Editor’s Note, January 2021: This blog post remains for historical interest only. It covers Spark 1.3, a version that has become obsolete since the article was published in 2015. For a modern take on the subject, be sure to read our recent post on Apache Spark 3.0 performance. You can also gain practical, hands-on experience by signing up for Cloudera’s Apache Spark Application Performance Tuning training course.
Learn techniques for tuning your Apache Spark jobs for optimal efficiency.
When you write Apache Spark code and page through the public APIs, you come across words like transformation, action, and RDD. Understanding Spark at this level is vital for writing Spark programs.
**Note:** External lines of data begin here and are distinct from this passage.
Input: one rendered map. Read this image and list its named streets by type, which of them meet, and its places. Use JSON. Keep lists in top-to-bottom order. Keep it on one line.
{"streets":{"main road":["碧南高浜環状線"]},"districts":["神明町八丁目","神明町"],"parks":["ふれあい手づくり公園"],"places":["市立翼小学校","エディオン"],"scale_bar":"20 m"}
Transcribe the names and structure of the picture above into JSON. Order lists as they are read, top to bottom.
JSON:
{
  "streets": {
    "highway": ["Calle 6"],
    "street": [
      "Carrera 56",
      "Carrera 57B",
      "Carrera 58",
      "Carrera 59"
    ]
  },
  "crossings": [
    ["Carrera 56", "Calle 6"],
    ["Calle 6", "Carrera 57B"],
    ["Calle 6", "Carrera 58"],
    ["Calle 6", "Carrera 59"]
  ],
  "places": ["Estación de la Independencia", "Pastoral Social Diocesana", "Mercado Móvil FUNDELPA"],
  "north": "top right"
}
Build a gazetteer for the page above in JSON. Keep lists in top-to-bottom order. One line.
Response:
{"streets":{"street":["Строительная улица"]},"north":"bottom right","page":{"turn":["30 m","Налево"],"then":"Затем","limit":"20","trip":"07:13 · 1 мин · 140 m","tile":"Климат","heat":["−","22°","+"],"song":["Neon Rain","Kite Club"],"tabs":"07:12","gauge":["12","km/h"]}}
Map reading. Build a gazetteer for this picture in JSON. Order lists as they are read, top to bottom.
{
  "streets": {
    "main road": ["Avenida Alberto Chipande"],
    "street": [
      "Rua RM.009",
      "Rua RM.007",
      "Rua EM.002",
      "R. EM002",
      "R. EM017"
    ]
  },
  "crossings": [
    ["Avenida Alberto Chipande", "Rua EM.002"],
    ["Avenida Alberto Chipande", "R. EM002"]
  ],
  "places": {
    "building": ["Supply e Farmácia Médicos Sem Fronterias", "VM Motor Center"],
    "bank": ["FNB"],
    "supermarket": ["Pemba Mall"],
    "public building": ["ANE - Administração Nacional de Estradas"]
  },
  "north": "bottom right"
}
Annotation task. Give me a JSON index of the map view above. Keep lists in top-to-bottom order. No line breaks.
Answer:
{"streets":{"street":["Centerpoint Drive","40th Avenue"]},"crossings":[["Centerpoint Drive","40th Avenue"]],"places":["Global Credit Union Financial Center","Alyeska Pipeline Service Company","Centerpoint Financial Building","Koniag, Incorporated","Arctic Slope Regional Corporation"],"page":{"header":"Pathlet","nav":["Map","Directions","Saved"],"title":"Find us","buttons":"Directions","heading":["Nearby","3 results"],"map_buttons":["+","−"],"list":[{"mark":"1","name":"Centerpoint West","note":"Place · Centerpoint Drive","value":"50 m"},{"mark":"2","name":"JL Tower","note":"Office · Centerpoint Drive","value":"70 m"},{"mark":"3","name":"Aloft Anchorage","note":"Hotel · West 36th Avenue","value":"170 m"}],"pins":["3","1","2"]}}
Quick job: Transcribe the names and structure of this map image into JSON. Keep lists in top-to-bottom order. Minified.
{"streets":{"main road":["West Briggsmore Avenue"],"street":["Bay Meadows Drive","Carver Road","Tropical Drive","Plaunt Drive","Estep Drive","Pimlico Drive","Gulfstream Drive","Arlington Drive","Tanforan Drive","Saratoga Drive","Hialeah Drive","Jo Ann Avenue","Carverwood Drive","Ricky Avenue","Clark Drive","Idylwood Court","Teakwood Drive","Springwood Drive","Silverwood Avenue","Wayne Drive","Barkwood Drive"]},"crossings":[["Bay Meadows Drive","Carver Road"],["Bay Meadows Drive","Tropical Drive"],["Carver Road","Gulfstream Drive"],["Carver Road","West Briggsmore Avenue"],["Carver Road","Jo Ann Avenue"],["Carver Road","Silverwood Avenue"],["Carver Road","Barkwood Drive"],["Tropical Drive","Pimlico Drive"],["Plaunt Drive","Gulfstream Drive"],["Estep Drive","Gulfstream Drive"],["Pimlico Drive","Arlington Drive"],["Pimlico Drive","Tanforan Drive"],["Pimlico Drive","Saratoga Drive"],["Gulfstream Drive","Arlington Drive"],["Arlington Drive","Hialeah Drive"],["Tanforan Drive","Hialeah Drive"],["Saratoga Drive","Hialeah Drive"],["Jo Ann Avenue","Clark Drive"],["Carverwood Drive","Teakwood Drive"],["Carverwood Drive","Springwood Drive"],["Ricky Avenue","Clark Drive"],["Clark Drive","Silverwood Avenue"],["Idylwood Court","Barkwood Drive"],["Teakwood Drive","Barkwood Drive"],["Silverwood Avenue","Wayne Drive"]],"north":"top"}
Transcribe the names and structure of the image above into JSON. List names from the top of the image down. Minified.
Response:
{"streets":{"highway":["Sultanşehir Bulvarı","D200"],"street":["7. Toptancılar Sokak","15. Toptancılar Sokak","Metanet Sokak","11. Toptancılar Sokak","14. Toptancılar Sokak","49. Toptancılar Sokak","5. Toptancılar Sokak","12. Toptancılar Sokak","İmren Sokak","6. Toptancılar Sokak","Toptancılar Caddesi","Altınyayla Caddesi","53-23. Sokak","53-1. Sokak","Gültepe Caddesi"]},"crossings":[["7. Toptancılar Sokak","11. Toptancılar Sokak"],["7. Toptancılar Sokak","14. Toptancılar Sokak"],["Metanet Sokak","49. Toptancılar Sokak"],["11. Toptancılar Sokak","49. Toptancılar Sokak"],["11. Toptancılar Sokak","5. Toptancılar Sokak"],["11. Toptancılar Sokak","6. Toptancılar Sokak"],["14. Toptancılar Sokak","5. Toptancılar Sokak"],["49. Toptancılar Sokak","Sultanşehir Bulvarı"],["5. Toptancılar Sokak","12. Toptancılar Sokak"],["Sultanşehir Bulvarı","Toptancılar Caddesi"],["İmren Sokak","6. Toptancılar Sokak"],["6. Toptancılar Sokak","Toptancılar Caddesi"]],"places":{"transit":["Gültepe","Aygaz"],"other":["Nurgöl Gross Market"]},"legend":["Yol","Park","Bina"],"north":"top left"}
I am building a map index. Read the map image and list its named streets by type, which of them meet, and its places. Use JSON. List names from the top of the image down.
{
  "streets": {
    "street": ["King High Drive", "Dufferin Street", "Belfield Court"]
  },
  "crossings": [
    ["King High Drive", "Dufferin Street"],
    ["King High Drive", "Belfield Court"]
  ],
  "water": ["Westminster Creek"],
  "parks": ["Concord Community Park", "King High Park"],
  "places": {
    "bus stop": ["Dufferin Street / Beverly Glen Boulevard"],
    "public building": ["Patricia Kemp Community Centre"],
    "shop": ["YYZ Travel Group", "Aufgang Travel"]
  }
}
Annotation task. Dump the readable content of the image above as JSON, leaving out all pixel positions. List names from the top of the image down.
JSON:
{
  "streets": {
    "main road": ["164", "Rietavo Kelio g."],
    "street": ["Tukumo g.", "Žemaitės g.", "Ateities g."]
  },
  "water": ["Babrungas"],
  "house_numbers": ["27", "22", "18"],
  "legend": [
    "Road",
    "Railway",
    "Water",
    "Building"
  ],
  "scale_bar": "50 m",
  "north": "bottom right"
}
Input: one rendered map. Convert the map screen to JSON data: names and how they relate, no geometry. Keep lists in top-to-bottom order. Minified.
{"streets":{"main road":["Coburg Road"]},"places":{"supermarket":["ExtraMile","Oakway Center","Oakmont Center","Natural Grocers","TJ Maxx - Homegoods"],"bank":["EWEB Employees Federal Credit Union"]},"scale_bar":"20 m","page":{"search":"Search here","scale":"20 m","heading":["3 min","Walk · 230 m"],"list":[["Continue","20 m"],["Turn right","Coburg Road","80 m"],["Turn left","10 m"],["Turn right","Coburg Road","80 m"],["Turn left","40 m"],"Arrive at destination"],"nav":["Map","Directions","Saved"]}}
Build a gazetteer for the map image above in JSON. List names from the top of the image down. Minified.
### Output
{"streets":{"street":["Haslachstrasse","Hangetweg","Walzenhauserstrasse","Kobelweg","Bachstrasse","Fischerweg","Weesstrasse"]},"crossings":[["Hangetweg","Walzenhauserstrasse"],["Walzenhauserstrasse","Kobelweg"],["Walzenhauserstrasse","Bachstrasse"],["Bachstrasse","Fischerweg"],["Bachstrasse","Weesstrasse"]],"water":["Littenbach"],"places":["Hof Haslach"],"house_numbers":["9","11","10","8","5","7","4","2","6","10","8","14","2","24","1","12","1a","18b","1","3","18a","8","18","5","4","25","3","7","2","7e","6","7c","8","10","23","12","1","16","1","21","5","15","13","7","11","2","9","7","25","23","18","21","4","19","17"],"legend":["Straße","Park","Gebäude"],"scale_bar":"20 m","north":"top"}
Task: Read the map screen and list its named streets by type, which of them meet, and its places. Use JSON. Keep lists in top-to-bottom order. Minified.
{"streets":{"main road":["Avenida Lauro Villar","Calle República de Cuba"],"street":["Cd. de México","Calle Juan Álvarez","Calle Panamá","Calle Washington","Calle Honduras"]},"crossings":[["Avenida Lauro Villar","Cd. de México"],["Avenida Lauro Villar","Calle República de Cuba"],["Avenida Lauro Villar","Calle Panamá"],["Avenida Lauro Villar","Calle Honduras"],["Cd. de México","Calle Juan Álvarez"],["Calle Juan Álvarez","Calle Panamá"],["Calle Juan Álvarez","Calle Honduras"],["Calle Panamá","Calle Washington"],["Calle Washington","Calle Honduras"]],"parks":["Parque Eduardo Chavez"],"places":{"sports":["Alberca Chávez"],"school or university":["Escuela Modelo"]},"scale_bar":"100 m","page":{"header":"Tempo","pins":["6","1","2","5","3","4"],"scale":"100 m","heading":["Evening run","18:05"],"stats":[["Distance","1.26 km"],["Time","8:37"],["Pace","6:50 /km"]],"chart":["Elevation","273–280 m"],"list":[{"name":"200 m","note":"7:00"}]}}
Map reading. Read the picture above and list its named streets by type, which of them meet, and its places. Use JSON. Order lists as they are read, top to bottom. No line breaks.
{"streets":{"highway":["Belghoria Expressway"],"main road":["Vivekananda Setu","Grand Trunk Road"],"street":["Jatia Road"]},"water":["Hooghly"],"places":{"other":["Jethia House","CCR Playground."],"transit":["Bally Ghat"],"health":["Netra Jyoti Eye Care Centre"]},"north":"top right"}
Similarly, when things start to fail, or when you venture into the web UI to try to understand why your application is taking so long, you’re confronted with a new vocabulary of words like job, stage, and task. Understanding Spark at this level is vital for writing good Spark programs, and of course by good, I mean fast. To write a Spark program that will execute efficiently, it is very, very helpful to understand Spark’s underlying execution model.
In this post, you’ll learn the basics of how Spark programs are actually executed on a cluster. Then, you’ll get some practical recommendations about what Spark’s execution model means for writing efficient programs.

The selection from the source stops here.